Do you know why Pessimism is so difficult?  It has tunnel vision.  It focuses only upon one narrow set of circumstances (i.e. rising costs, an income situation that is wobbly) and nothing else.  Often, the circumstances are perfectly factual and true.  There's no denying that facts are facts.  However, what pessimism doesn't allow for is ingenuity, talent, ability, the broader picture which includes lots of other facts that actually offset the limited vision.
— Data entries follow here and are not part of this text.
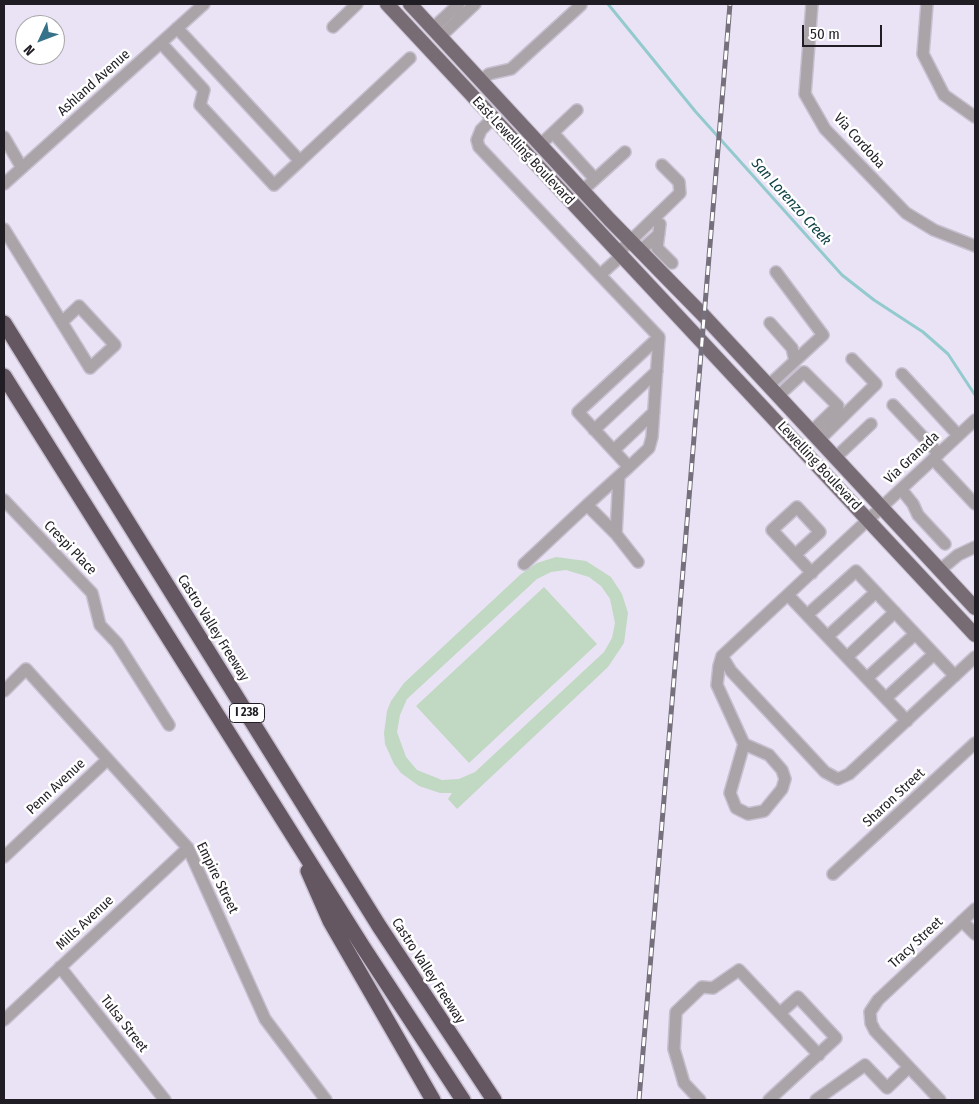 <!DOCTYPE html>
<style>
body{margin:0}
#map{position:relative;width:979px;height:1104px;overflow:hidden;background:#eae3f5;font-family:"Fira Sans Condensed",sans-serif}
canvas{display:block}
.frame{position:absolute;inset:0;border:5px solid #201d24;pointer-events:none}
.north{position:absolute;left:15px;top:15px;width:50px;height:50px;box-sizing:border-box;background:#fff;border:1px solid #a6a5a7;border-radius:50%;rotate:227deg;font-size:14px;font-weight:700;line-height:20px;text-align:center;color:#201d24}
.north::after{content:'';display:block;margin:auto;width:18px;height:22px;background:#367289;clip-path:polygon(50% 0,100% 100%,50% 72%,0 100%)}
.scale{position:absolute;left:802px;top:25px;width:80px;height:22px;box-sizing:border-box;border:2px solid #201d24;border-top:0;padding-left:6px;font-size:15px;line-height:18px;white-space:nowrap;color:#201d24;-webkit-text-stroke:4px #fff;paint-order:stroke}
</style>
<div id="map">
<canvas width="979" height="1104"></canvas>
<div class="frame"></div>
<div class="north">N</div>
<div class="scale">50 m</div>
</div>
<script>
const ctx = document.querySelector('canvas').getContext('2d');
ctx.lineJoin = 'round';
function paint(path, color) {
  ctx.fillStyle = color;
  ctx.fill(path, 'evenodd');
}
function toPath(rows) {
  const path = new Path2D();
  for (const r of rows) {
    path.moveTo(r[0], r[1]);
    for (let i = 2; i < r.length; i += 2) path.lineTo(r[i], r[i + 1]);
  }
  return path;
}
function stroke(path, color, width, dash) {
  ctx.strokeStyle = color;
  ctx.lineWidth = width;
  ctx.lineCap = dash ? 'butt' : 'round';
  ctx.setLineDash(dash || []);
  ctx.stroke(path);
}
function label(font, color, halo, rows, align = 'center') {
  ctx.font = font + ' "Fira Sans Condensed",sans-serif';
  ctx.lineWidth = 5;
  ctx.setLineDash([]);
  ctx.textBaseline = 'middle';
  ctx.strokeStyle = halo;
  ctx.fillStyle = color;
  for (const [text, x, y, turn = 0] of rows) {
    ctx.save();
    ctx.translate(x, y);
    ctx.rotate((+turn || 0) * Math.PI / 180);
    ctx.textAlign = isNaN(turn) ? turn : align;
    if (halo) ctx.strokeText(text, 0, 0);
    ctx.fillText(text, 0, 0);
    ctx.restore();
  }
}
const green = toPath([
 [556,557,586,561,611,577,622,594,628,613,624,643,608,667,457,809,448,799,452,793,440,793,419,786,401,773,394,764,385,744,384,733,387,711,391,701,404,683,521,574,537,563],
 [566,570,589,577,601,586,610,599,615,623,612,638,604,652,475,772,459,779,442,780,417,770,406,757,397,732,400,715,407,699,537,579,551,572],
 [544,587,597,644,469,763,416,706]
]);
const stream = toPath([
 [608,4,695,111,842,275,874,300,923,332,948,354,975,395]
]);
const minor = toPath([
 [812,4,805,94,825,129,906,213,934,230,975,246],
 [927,4,923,54,944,95,975,117],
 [333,27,357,4],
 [432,29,459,4],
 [440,37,475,4],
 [161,43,204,90,200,105,274,185,300,161,177,28],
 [481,81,489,74,511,69,581,5],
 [493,118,481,130,477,140,479,147,600,275],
 [553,133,595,179],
 [4,137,22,168],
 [541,144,577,110],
 [300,161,410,58],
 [4,184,204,4],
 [583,190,625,152],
 [660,224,657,248,672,263],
 [4,229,90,368,115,345,79,306,62,322],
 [640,251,659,234],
 [618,253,680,193,679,182,662,165],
 [621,256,600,275,659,337,652,437,649,448,629,467,578,412,659,337],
 [770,323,792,348,795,361],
 [902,374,958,435],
 [768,386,823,335,776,272],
 [778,396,804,372,838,406,811,432],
 [893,405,939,454],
 [975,420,722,656,731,671,825,772,838,779,849,774,975,657],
 [594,430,657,371],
 [819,440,876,384,852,359],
 [614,450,654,412],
 [835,458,871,424],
 [933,459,975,504],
 [629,467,587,505,616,534,638,562],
 [901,489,913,504,918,515,945,544],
 [4,500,92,593,100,625,117,643,169,725],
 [616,534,619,476],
 [795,555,820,532,797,507,772,530,812,573],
 [524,564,587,505],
 [940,570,958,555,975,547],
 [788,595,907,721],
 [807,615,856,571,955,676],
 [828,636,876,592],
 [722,656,719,666,717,685,744,744,730,793,736,808,748,814,764,811,782,789,785,779,782,770,769,755,744,744],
 [847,657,895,612],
 [867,678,915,634],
 [4,691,26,669,188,848,265,1019,326,1100],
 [886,698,934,654],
 [4,857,107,760],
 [833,874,975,743],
 [962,921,975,934],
 [60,967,165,1100],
 [4,1020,188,848],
 [700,1100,684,1083,674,1049,676,1012,702,987,713,988,739,970,819,1055],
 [769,1100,836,1038,798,997,780,1013],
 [816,1100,865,1065,887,1088,909,1067],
 [940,1100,875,1031,871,1023,870,1012,878,1000,975,909]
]);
const major = toPath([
 [387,4,975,635],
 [410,4,609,219,704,316,975,608]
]);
const highway = toPath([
 [4,323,379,926,494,1100],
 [4,376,363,947,463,1100],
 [308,871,330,921,433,1100]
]);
const rail = toPath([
 [639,1100,730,4]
]);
const shields = [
 [247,713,35]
];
const shieldNames = [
 ["I 238",247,713]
];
const streetNames = [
 ["Ashland Avenue",94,83,-42],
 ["Via Cordoba",859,141,48],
 ["East Lewelling Boulevard",523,151,47],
 ["Via Granada",912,458,-43],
 ["Lewelling Boulevard",819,466,47],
 ["Crespi Place",70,548,46],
 ["Castro Valley Freeway",213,628,58],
 ["Penn Avenue",56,787,-43],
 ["Sharon Street",894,798,-43],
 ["Empire Street",217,878,64],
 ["Mills Avenue",85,923,-43],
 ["Tracy Street",916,943,-43],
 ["Castro Valley Freeway",428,971,57],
 ["Tulsa Street",124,1024,52]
];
const waterNames = [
 ["San Lorenzo Creek",791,202,48]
];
paint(green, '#c1d8c2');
stroke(stream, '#93cace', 3);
stroke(minor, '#c6bfcf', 14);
stroke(major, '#c6bfcf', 16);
stroke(highway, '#c6bfcf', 18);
stroke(minor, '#aaa3a8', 11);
stroke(major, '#776b74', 14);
stroke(highway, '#655762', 15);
stroke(rail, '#75707c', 5);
stroke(rail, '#fff', 3, [9]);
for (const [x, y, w] of shields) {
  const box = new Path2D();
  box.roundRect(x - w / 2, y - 9.5, w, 19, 4);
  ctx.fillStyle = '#fff';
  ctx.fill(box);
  stroke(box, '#201d24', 1);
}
label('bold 12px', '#201d24', null, shieldNames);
label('14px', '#201d24', '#fff', streetNames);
label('italic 15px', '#0e4145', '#fff', waterNames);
</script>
So, prices rise.  Income doesn't.  I change my focus areas and work a bit harder to meet the things I can't change by doing what I can.  I remember that thus far we've managed rather nicely, despite rising costs and income that remains the same.  I recall that courtesy the rising costs we're taking more care in how we prepare for the future.  I get busy and roll up my sleeves and start DOING instead of sitting about moaning.  And before you know it, pessimism is replaced by optimism, a character I am far more fond of and welcome with open arms.

5 comments:

Rhonda said...

really good ideas and attitude in this post.
You know I am normally a doer, this economy has me unsettled a bit because I am not sure exactly what I should do.

Michele said...

What a great attitude. I have been watching "America, The Story of Us" and realized how whiney we have become. lol The women of the past did so much more with so much less.

lislyn66 said...

Just catching up on my blogs, sorry to be a straggler! With all the room renovation I've fallen so behind! I love your posts, they always pick me up when I'm beginning to falter some on my resolve and question how I'm going to make ends meet. Thank you so much Terri!

Manuela@TPOH said...

Yep, doing is much better than sitting around worrying about things! Have you checked out the Grocery Shrink blog? She has some good ideas and recipes too. I think it's interesting to see what other people do to save money and she feeds her family for $50 per person per month. Which to me is amazing! I'm going to shoot for a similar goal this month. We'll see how I do :)

Manuela

P.S. Wasn't the Swagbucks BDay bash fun! Hope you got all the codes that day!

Tracey McBride ~ Frugal Luxuries™ said...

Lovely philosophy Terri...very sensible as well. I so enjoy your writing, ideas and thoughts.